The European Union’s General Court last week annulled the European Central Bank’s framework requiring central counterparties to be located in the Eurozone.
The ECB published its Eurosystem Oversight Policy Framework in July 2011, for its supervision of payment, clearing, and settlement systems according to the Treaty on the Functioning of the EU (FEU Treaty). The policy referred to risks that infrastructures located outside the euro area could pose to payment systems within the Eurozone, and concluded that infrastructures settling euro-denominated transactions should be based within the euro area. The ECB said that location policy applied to central counterparties (CCPs) with an average daily net credit exposure of more than €5 billion in one of the major euro-denominated categories.
The United Kingdom challenged the policy in September 2011, arguing the bank supervisor did not have the authority to implement a location requirement for CCPs. The U.K. also argued it would affect CCPs in EU Member States that are not part of the eurosystem, according to court documents.
The General Court sided with the U.K., annulling the framework on the grounds that the ECB “lacks the competence necessary to regulate the activity of securities clearing systems” because its competence is limited to payment systems alone under the FEU Treaty, the court ruled.

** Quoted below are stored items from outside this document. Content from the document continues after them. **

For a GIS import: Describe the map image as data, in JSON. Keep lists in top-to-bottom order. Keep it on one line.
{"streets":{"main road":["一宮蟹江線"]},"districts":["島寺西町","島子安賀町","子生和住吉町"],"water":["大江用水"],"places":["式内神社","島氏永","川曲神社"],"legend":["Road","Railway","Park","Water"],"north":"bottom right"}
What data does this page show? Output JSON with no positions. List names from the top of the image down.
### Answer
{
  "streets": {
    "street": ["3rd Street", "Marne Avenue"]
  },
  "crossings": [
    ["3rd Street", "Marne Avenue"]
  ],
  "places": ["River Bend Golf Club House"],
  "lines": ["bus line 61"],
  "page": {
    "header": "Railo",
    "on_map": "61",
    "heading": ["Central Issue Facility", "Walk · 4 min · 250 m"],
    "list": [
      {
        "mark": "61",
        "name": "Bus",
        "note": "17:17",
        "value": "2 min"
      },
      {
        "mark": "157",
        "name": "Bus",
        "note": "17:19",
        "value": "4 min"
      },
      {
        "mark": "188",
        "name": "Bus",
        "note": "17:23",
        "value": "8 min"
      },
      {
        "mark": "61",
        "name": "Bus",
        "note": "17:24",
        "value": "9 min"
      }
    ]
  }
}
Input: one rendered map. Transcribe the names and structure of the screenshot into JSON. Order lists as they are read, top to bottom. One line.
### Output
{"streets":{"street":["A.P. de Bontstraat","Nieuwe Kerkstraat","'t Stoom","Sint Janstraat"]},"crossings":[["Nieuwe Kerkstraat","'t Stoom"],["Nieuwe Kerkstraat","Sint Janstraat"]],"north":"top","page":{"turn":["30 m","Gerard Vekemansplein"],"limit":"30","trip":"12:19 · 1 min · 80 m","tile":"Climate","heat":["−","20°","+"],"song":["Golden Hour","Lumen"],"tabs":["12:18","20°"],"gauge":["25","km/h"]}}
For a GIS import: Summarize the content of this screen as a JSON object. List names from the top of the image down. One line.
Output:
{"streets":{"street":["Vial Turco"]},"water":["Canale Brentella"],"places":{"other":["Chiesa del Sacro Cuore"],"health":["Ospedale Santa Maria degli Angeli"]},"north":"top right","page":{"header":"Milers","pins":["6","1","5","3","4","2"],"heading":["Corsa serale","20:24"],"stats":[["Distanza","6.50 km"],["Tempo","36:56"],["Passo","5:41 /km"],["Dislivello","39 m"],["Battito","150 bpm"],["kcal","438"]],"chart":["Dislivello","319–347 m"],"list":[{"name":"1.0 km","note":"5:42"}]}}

“The General Court then rejects the ECB’s line of argument to the effect that the task entrusted to it by the FEU Treaty of promoting the sound operation of payment systems means that it necessarily has the power to regulate the activity of securities clearing infrastructures,” the court ruling stated. The court went on to advise that if the ECB really feels it necessary to regulate that segment, it should ask the EU legislature to amend the law and add a specific reference to securities clearing systems.
The ECB has two months to decide whether to appeal the ruling on points of law only rather than merits of its argument to the European Court of Justice.
In response, the ECB issued a statement that promised to review the judgment carefully and decide on what, if any, action to take. The ECB’s defense of the framework included the contention that the framework was confirmatory in nature and simply restated a pre-existing – and unchallenged -- location policy. Spain and France had backed the central bank’s position.
“CCPs have become more and more critical to the functioning of financial markets, facilitating trading in the derivatives and equities markets and providing efficiency and stability to the financial system,” the ECB said in its statement. “The ECB remains convinced of the importance of effective oversight of CCPs to safeguard financial stability and of the need to strengthen international cooperation in this field.”
Both the ECB and the Bank of England pledged to work cooperatively to ensure the “smooth functioning” of financial market systems.
The Bank of England said in a statement following the court ruling that it recognized the ECB has an interest in the soundness of CCPs, and noted that the ECB is a member of the supervisory colleges for all four U.K. CCPs and a voting member for three. It also pointed to EU regulations barring restrictions on CCPs in one Member State from clearing a product denominated in the currency of another Member State, as well as rules preventing discrimination against Member States as a venue for clearing services.
“It is important for the safety and soundness of CCPs that they have access to liquidity arrangements in the currencies they clear. This is first and foremost the responsibility of the private operators,” the Bank of England stated. “In addition, access to central bank liquidity can provide a backstop arrangement. The most efficient ultimate source of this backstop liquidity in the event of major market disruption is provided by the network of central bank swap-lines. This is already the case for a number of major foreign currencies.”
Sweden supported the U.K. in its challenge of the framework.